Easter Island mystery is SOLVED: Scientists finally pinpoint who built the iconic stone heads 900 years ago

Daily Mail - Science & tech

Karoline Leavitt's family member was swarmed by ICE agents while picking up son from school as child's father tell her to'self deport' Deaths from highly infectious virus are growing... as states brace for widespread outbreaks My book on the Kennedys was used as a'mistress manual' by Olivia Nuzzi... then this wannabe Carolyn Bessette had the nerve to hound me with these outrageous texts: MAUREEN CALLAHAN Katy Perry's legal victory as judge orders disabled veteran to pay singer nearly $2m over Montecito mansion Trump reveals next DC renovation project to remove'Biden filth' after White House ballroom Cracker Barrel CEO whines that she got'fired by America' for woke redesign Kroger employee reveals shocking amount laundry products have increased by... 'biggest price jump I've seen in a single week' Hollywood heir, 23, whose mom Anne Heche died in horror car fireball has secret LOVE CHILD with 43-year-old... now she's telling all Missing Melodee Buzzard's mom'left her daughter with strangers she met at the zoo' Rachel Zoe reveals why she dumped husband of 26 years... and if she has started dating again Horrific moment cops found body of Cowboys star Marshawn Kneeland after he shot himself at end of 145 mph chase'This is pretty lurid' Jenny McCarthy, 53, reveals health emergency that involved NINE surgeries, her'teeth falling out' and'growth' on her eyeballs Maryland grandma, 58, dragged across floor after being deported to country she'has never even visited' READ MORE: New'stone head' statue mysteriously appears on Easter Island One of the biggest mysteries surrounding Easter Island may finally be solved - as scientists pinpoint who built the iconic stone heads over 900 years ago. In the past, researchers assumed that the 12 to 80-ton statues would have required the combined efforts of hundreds of labourers to build and move.

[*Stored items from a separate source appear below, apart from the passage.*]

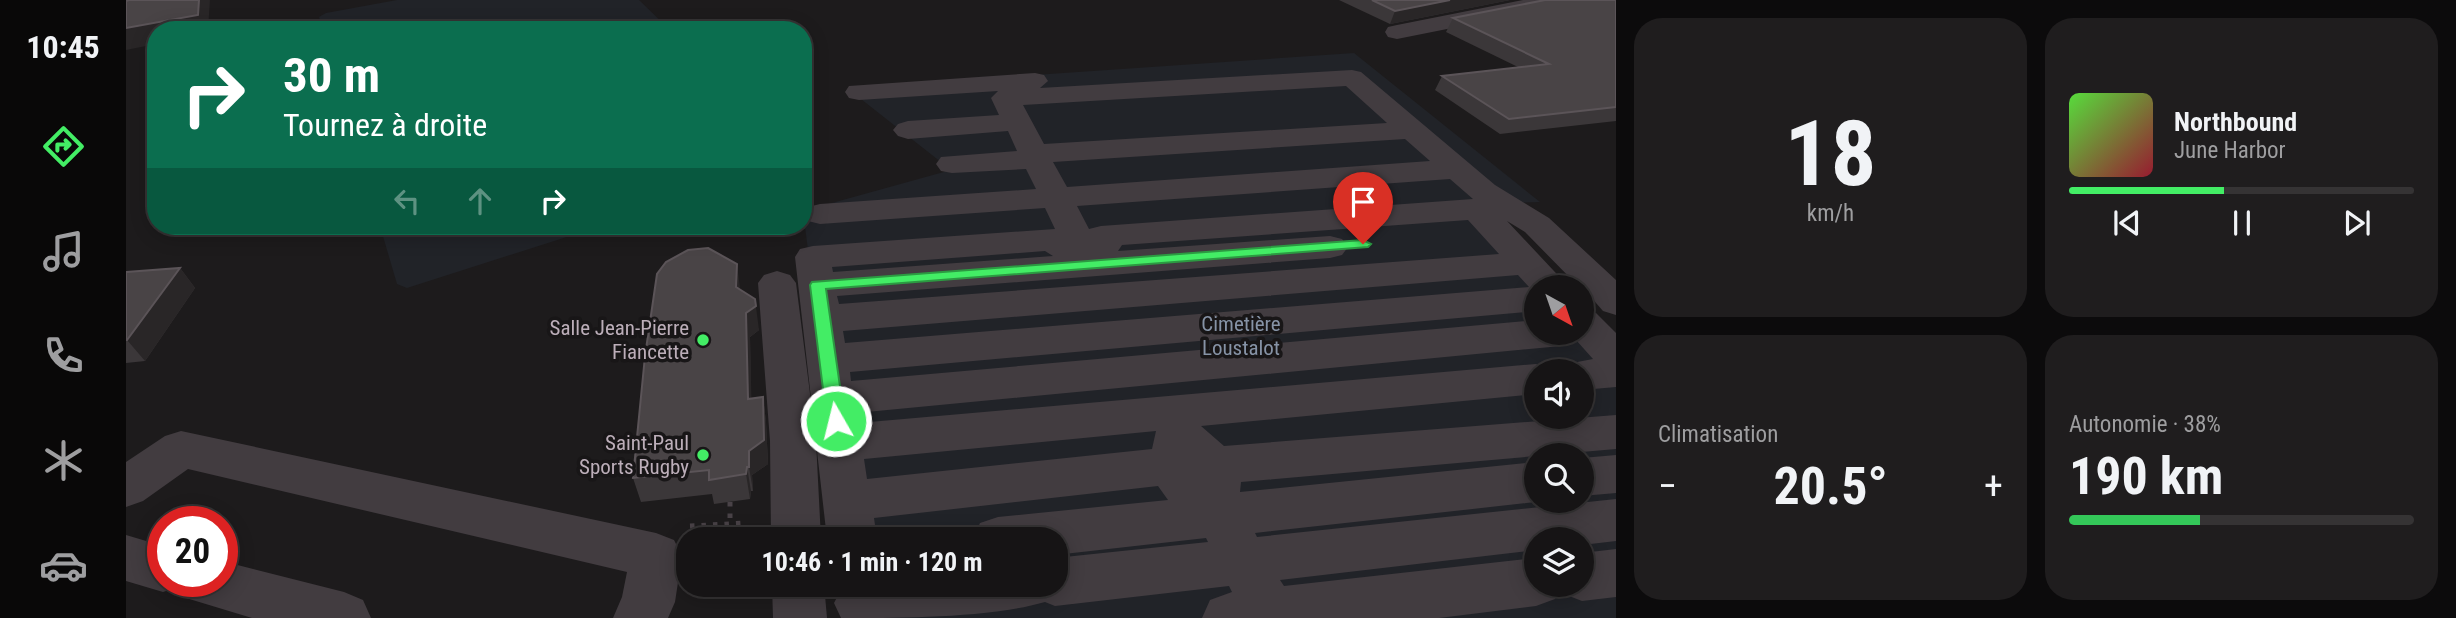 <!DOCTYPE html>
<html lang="fr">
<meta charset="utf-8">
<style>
:root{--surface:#161415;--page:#1f1d1e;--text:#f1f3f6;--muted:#9e9ea0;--line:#353334;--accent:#43ed65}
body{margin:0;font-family:"Roboto Condensed",sans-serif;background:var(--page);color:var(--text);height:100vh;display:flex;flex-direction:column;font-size:26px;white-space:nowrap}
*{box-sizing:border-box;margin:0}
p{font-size:23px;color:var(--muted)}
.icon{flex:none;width:38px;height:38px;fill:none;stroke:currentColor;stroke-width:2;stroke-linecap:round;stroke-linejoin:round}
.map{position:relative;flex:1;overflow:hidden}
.side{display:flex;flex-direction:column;gap:18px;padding:18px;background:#0c0b0c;width:840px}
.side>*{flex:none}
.banner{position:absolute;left:21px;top:21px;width:665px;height:214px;border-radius:28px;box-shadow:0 4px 18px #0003,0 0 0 2px var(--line);background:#0b6e4f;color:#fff;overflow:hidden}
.needle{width:46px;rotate:140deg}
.tools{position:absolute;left:1398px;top:275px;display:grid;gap:14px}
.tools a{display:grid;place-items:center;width:70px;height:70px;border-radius:50%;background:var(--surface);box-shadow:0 4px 18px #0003,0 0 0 2px var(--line);font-size:35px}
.speed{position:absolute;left:21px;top:506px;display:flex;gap:14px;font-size:35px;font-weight:700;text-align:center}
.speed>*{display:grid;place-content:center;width:91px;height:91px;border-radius:50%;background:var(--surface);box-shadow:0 4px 18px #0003,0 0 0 2px var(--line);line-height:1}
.speed .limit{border:10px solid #d22;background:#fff;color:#111}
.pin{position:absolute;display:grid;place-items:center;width:60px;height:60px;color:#fff;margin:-72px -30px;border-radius:50% 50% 50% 0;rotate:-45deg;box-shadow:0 0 7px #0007}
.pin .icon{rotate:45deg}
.me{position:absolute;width:77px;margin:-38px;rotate:352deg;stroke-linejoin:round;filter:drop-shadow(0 0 5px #0008)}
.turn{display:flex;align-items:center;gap:24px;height:147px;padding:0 21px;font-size:32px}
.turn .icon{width:91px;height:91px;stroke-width:2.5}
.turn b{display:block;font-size:49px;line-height:60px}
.lanes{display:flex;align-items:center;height:66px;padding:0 21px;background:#0003;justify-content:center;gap:35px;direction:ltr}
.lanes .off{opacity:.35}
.big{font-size:52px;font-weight:700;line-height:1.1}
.side .tile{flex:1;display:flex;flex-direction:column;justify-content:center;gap:10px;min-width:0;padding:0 24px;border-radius:28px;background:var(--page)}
.side .dial{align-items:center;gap:0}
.dial b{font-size:91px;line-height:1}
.song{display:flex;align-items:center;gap:21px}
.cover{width:84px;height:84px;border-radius:10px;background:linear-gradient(135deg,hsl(110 70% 55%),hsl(350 70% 35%))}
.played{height:7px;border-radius:4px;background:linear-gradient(90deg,var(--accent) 45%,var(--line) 45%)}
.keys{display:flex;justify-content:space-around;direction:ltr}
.heat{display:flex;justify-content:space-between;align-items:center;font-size:38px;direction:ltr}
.charge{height:10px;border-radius:5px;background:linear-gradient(90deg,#34c759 38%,var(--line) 0)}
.side .tiles{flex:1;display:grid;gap:18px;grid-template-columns:repeat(2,1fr)}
.trip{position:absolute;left:550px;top:527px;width:392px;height:70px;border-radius:28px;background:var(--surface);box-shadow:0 4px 18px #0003,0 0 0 2px var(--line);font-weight:700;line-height:70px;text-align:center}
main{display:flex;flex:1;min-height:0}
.tabs{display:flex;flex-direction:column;width:126px;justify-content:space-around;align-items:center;background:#090808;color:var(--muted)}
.tabs .icon{width:49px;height:49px}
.tabs .current{color:var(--accent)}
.tabs b{font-size:32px;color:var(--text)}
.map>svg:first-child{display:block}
.green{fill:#212328;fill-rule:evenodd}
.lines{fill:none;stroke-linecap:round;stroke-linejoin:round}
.path{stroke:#494247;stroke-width:5;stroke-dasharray:4.5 7;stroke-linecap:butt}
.minor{fill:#423c40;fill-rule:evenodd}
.wall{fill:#3b3739}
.shaded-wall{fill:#292627}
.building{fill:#494446;stroke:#5b5458;stroke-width:2}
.route{fill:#43ed65;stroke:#2c9a42;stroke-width:2}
.poi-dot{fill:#43ed65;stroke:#181617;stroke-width:2.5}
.labels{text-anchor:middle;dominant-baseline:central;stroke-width:7;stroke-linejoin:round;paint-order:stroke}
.park-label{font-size:21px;fill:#8693a6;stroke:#181617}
.poi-label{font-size:21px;fill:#bcaeb9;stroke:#181617;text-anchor:end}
</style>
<main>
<nav class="tabs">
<b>10:45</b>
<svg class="icon current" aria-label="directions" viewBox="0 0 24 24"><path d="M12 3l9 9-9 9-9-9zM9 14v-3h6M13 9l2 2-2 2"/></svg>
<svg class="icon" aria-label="music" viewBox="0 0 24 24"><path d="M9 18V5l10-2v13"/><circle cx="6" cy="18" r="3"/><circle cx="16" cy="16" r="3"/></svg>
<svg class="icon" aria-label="phone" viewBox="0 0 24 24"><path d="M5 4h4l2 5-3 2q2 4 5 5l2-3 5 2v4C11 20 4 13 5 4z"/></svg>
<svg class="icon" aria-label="climate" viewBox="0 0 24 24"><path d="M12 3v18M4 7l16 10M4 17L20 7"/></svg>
<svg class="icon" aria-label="car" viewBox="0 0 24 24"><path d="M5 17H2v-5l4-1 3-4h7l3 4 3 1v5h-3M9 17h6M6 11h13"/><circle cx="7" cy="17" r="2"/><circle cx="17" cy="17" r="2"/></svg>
</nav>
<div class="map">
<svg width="1490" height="618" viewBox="0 0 1490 618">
<rect width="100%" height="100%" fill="#1d1b1c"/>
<g class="green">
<path d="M 271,0 L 513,0 L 544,30 L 197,30 L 193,17 L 200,13 Z"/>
<path d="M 1228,53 L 1414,202 L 1356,204 L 1410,287 L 1410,332 L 1456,332 L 1490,350 L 1490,618 L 729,618 L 725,585 L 929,584 L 929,539 L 719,539 L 677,211 L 825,170 L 721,88 ZM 1410,371 L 1456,371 L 1456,416 L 1410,416 ZM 1410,455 L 1456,455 L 1456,500 L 1410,500 ZM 1410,539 L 1456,539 L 1456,584 L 1410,584 Z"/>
<path d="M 254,226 L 475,226 L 281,288 L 271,284 Z"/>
</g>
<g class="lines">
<g class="path">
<path d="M 604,502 L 604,526"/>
<path d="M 564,526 L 621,523"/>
</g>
<g class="minor">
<path d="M 1397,0 L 1442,0 L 1439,5 L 1431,7 L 1271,39 L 1262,37 L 1259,32 L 1262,27 L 1271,25 Z"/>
<path d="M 1226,70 L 1235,72 L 1369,185 L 1423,218 L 1490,280 L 1490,315 L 1477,311 L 1456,287 L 1453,287 L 1399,232 L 1381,221 L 1443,287 L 1410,287 L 1410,311 L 724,372 L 725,381 L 1410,320 L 1410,332 L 1456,332 L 1456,309 L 1470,313 L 1490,333 L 1490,387 L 1456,390 L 1456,371 L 1437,371 L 1441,364 L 1467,359 L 1450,340 L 1435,346 L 730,413 L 732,423 L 1410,364 L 1427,371 L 1410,371 L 1410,394 L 1075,426 L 1098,446 L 1490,415 L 1490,449 L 1115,482 L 1114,492 L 1410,462 L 1410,500 L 1413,500 L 1410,502 L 1129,533 L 1131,537 L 1490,499 L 1490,541 L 1456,545 L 1456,539 L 1410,539 L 1410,550 L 1154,580 L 1158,586 L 1410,558 L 1410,584 L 1456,584 L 1456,553 L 1490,549 L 1490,597 L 1456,601 L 1438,594 L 1434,587 L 1429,599 L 1410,606 L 1313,618 L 1076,618 L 1084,600 L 1106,592 L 1103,586 L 929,606 L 919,602 C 864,618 775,618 715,618 L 708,603 L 718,584 L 929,584 L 929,558 L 1082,542 L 1080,538 L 929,555 L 929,539 L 847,539 L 854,523 L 872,517 L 1042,500 L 1032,486 L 748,518 L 751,539 L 701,539 L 669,257 L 674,249 L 687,246 L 929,229 L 919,208 L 694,224 L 682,221 L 677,214 L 682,207 L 694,204 L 910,189 L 900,169 L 826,173 L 815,171 L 810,164 L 815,157 L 891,151 L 882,131 L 782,139 L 772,136 L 767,130 L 772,124 L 782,121 L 873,115 L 865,98 L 872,91 L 733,100 L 723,98 L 719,92 L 723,86 L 909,73 L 918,75 L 922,81 L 914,88 ZM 1220,86 L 1261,123 L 918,144 L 897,105 ZM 1279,139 L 1304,161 L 941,187 L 927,162 ZM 1324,179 L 1347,199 L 975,226 L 963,229 L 951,206 ZM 1342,220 L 1373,254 L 713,304 L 711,296 L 1204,258 L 1216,255 L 1222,247 L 1216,239 L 1204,236 L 992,251 L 996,245 ZM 919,251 L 927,256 L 707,272 L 706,267 ZM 1392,275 L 1403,287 L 719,343 L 717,331 ZM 1030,431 L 1026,449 L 741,479 L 738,459 Z"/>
<path d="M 651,271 L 664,275 L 670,283 L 690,441 L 695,539 L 645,539 L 644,441 L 632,283 L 638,275 Z"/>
<path d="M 55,431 L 530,533 L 548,540 L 556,556 L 549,602 L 542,618 L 487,618 L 496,597 L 501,572 L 62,469 L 17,501 L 0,507 L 0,462 L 39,436 Z"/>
<path d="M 1490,455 L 1490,493 L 1456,496 L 1456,458 Z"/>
<path d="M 0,535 L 37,546 L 37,581 L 96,581 L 96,561 L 218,592 L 237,600 L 245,618 L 126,618 L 60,598 L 55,586 L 37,592 L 0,581 Z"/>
<path d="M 646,584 L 698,584 L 701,618 L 647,618 Z"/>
</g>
</g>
<g class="wall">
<path d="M 1213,0 L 1384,0 L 1264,24 Z"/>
<path d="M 1490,0 L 1490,121 L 1374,134 L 1309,90 L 1316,76 L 1392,67 L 1320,32 L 1327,18 Z"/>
<path d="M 54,268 L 69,288 L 19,361 L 0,363 L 0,272 Z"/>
<path d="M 614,289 L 633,330 L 624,337 L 625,399 L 637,397 L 640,422 L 642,464 L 626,475 L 627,491 L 625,491 L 624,499 L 588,504 L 586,494 L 515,502 L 507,478 Z"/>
</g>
<g class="shaded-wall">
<path d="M 73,0 L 84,0 L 82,30 L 30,30 L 30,44 L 0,50 L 0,28 Z"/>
<path d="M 1324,0 L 1384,0 L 1264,24 L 1269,11 Z"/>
<path d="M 611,264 L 614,288 L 614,311 L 610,287 Z"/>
<path d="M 54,268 L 69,288 L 19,361 L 1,340 Z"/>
<path d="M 629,299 L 633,330 L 624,337 L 626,424 L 622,399 L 620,313 Z"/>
<path d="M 637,397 L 640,422 L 642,464 L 626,475 L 627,491 L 623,467 L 623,451 Z"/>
<path d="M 621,467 L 625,491 L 624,499 L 620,474 Z"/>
</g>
<g class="building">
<path d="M 3,0 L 73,0 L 72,15 L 0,28 L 0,1 Z"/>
<path d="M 1246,0 L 1324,0 L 1269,11 Z"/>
<path d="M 1419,0 L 1490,0 L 1490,107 L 1383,119 L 1316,76 L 1423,64 L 1327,18 Z"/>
<path d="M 582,248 L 611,264 L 610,287 L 629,299 L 630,306 L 620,313 L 622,399 L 637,397 L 638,440 L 623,451 L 623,467 L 621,467 L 620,474 L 583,480 L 583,470 L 507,478 L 519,356 L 531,274 L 540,262 L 562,250 Z"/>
<path d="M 54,268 L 1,340 L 0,340 L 0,272 Z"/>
</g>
<path class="route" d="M 1237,240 L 1245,244 L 1242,247 L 700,289 L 719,421 L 716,426 L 703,426 L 701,421 L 684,285 L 686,282 Z"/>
<g class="poi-dot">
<circle cx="577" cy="340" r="7"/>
<circle cx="577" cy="455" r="7"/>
</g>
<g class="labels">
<g class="park-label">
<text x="1115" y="324">Cimetière<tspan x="1115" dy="24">Loustalot</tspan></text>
</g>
<g class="poi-label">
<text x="563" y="328">Salle Jean-Pierre<tspan x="563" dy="24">Fiancette</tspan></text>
<text x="563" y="443">Saint-Paul<tspan x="563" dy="24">Sports Rugby</tspan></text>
</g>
</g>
</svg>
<div class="tools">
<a><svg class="needle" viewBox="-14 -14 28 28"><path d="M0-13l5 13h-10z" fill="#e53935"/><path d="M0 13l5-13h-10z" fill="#9e9ea0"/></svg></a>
<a><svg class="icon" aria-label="sound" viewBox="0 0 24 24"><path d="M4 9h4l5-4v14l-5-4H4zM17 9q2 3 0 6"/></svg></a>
<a><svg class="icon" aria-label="search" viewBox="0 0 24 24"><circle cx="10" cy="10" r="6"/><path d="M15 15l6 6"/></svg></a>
<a><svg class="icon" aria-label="layers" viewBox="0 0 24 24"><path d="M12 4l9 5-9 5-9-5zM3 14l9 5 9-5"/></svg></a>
</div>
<div class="speed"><div class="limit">20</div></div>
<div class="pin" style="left:1237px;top:244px;background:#d93025"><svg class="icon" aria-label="arrive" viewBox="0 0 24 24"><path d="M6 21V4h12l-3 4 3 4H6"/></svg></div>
<svg class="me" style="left:710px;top:421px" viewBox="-20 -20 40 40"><circle r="17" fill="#43ed65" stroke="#fff" stroke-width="3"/><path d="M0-11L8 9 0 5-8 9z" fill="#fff"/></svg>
<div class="trip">10:46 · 1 min · 120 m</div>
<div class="banner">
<div class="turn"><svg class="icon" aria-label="right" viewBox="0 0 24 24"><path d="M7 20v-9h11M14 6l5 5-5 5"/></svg><div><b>30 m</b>Tournez à droite</div></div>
<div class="lanes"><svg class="icon off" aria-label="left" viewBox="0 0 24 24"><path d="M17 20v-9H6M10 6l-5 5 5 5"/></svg><svg class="icon off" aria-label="ahead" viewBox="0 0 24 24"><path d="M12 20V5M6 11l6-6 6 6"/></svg><svg class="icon" aria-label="right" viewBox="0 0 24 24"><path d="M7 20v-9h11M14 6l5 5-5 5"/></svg></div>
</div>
</div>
<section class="side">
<div class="tiles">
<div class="tile dial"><b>18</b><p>km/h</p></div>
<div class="tile">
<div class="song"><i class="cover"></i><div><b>Northbound</b><p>June Harbor</p></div></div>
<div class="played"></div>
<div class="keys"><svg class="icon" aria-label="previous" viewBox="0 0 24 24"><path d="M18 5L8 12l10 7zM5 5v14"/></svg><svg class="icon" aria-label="pause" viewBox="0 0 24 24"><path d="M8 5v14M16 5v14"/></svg><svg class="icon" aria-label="next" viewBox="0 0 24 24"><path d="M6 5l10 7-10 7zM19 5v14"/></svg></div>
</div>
<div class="tile"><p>Climatisation</p>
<div class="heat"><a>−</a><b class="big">20.5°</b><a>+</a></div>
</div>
<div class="tile"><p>Autonomie · 38%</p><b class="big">190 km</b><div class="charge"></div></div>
</div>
</section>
</main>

However, new archaeological evidence shows that the statues, known as moai, were not carved by a single powerful chiefdom. Instead, each moai was carved by a small clan or by an individual family, with as few as four to six people working on a single statue. Using a new 3D model of the island's main moai quarry, which you can explore below, archaeologists identified 30 unique'workshops' where the statues were produced.